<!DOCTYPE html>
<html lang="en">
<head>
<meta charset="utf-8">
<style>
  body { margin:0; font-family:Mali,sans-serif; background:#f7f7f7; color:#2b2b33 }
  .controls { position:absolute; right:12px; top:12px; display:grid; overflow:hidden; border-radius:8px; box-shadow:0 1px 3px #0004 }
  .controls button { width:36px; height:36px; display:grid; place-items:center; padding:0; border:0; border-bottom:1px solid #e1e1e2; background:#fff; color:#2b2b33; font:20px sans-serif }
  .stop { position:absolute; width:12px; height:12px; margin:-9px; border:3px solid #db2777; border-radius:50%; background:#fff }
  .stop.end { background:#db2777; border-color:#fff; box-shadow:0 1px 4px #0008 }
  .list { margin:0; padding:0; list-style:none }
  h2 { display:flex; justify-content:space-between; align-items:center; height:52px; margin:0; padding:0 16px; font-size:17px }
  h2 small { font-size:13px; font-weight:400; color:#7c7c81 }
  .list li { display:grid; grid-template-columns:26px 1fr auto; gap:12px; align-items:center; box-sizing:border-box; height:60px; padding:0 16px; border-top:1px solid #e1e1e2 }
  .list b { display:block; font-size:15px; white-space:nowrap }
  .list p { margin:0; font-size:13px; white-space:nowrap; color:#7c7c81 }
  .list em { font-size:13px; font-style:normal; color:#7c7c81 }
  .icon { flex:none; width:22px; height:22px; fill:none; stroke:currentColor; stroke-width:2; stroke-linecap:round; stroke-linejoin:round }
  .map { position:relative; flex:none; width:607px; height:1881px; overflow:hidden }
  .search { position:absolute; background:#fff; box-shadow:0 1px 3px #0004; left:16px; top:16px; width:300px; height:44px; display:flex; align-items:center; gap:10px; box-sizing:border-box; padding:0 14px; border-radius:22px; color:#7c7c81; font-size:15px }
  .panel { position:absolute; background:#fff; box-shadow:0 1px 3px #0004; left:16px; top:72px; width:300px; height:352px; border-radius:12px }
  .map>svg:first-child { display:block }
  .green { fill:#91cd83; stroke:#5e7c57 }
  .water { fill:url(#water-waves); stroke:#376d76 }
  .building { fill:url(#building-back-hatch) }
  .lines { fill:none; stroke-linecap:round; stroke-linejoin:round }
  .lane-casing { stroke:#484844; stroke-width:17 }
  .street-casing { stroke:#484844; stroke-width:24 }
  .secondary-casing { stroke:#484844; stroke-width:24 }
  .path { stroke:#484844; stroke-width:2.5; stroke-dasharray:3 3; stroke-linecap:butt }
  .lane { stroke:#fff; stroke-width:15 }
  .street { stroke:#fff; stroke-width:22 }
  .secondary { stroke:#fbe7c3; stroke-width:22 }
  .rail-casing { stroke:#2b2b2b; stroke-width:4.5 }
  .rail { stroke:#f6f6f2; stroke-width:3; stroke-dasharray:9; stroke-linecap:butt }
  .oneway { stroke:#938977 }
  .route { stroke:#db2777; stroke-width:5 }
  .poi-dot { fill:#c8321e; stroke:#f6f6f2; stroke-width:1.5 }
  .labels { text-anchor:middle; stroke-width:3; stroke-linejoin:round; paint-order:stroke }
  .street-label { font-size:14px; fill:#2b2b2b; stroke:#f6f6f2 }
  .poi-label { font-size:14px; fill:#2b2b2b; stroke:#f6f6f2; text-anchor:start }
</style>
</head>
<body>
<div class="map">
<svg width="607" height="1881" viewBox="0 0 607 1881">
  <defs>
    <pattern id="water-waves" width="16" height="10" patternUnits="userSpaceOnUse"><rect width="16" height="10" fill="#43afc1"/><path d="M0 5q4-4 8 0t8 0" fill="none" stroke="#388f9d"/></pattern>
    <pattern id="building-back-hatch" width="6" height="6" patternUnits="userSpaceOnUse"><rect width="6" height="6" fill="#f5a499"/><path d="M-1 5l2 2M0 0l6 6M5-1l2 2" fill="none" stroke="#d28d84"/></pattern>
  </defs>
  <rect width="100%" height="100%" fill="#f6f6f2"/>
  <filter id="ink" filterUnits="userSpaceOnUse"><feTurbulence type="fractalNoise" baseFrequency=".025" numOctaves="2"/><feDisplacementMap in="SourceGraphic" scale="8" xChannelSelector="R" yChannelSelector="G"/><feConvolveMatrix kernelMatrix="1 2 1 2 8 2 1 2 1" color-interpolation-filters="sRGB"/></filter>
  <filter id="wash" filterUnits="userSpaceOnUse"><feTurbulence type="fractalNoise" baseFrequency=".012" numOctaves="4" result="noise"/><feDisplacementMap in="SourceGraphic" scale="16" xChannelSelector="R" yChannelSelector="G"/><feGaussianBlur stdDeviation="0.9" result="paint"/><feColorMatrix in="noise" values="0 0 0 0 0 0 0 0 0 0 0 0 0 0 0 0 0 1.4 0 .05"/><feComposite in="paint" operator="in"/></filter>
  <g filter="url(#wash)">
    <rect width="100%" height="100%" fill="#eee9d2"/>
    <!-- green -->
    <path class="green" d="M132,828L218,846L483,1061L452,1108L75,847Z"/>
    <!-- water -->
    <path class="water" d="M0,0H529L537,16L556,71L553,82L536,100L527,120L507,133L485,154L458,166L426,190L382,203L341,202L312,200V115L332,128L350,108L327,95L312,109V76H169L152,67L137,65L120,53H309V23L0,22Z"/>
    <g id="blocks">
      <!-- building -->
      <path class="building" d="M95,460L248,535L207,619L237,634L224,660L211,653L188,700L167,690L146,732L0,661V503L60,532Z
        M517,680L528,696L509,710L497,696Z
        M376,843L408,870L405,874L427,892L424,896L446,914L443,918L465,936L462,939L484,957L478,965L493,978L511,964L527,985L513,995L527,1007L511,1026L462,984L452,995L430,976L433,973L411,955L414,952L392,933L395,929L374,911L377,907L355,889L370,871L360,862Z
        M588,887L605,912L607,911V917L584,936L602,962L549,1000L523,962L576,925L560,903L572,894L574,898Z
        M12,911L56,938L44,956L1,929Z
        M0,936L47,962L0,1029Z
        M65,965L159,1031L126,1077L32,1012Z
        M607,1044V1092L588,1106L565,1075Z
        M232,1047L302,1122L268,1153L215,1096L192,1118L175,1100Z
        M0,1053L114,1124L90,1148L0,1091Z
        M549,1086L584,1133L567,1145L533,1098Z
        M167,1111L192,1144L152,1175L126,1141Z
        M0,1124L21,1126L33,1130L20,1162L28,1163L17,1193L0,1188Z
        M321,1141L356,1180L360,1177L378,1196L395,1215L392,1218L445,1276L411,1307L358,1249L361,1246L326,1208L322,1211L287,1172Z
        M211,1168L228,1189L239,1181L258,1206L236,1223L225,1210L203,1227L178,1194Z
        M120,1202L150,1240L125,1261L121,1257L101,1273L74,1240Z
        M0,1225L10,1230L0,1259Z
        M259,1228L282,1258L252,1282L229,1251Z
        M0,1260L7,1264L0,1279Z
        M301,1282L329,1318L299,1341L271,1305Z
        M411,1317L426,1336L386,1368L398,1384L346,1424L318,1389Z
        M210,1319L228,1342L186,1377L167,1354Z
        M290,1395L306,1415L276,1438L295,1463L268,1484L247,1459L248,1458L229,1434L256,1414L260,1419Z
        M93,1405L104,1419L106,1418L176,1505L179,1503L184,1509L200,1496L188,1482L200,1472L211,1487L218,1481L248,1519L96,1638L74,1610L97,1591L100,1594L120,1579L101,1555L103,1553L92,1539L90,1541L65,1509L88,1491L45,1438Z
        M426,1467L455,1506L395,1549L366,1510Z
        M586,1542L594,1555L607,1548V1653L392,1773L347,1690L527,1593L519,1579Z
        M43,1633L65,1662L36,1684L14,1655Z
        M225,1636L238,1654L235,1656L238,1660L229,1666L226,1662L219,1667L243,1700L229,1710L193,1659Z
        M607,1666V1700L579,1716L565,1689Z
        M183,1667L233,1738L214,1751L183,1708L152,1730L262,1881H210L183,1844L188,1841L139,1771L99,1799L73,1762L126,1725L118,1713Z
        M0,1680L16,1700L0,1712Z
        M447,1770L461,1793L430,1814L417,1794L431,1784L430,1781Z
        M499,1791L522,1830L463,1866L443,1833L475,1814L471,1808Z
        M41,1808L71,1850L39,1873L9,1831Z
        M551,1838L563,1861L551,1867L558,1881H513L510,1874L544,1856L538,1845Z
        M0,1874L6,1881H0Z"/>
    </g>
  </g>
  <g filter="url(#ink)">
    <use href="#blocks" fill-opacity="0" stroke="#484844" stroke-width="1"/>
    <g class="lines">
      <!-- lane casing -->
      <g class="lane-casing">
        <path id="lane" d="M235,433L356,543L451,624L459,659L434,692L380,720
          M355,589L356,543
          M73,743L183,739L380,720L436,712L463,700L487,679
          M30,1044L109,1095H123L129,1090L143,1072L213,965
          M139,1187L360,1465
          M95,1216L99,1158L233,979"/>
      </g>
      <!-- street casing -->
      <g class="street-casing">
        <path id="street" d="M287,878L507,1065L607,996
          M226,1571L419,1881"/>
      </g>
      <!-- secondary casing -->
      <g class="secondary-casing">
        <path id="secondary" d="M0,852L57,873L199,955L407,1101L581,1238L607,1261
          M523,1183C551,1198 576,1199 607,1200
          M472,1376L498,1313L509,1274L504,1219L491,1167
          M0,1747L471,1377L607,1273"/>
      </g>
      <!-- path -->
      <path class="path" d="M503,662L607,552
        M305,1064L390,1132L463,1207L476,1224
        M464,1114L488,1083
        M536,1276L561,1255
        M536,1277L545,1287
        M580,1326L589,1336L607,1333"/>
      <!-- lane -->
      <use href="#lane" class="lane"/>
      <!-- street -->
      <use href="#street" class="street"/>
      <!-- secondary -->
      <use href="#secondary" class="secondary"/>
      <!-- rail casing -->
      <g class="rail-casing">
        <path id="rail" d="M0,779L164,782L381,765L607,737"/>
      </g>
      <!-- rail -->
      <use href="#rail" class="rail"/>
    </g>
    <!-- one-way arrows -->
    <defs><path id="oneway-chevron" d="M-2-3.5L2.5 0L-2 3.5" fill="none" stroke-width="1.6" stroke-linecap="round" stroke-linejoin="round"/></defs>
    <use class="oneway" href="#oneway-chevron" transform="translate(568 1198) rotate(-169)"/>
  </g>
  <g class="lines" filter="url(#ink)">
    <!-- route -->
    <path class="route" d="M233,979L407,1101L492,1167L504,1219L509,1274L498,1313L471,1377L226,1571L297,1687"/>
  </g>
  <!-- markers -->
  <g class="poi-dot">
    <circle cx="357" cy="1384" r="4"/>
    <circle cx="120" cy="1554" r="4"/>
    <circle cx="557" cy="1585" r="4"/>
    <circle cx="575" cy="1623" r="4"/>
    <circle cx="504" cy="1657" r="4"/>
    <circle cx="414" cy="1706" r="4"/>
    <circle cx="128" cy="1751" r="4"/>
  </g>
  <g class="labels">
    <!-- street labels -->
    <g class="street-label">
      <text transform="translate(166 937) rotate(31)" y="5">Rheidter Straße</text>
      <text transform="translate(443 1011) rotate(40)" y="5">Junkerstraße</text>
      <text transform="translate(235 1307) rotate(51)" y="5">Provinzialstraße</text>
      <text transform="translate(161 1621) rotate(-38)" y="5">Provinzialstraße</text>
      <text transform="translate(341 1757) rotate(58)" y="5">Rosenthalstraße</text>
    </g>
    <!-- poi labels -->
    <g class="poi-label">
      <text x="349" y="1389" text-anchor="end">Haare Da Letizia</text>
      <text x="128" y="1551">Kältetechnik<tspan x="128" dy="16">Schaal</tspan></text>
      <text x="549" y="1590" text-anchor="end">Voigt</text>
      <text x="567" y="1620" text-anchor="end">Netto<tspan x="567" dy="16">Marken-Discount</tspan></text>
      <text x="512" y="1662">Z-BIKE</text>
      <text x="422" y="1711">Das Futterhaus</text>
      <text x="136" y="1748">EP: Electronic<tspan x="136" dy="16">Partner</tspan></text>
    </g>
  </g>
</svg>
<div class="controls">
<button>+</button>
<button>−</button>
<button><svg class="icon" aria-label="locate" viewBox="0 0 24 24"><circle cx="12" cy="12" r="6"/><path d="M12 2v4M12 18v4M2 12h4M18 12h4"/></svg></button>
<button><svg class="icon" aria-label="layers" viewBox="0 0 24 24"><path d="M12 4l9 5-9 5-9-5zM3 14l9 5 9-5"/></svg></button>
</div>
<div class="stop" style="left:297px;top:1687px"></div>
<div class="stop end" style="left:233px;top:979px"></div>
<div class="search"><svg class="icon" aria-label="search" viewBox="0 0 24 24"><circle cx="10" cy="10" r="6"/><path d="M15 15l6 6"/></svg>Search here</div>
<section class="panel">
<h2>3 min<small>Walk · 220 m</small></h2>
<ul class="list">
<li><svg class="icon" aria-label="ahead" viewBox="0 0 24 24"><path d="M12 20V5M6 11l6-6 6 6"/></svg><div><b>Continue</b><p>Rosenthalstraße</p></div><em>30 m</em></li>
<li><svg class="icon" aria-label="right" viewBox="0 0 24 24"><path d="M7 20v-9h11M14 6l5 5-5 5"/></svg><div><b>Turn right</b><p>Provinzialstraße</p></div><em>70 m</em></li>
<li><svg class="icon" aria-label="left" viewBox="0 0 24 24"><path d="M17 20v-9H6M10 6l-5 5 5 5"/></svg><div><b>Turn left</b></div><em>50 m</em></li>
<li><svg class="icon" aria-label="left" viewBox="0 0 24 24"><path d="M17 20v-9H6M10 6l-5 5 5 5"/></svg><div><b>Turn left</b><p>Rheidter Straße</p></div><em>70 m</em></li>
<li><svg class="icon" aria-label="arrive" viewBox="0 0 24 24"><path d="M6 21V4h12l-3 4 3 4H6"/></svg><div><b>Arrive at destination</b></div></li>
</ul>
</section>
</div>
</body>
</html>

------------------------

Exercise prompt:
Scan the preceding listing for lines that contain the word "center". Give only how many there are.

Answer:
4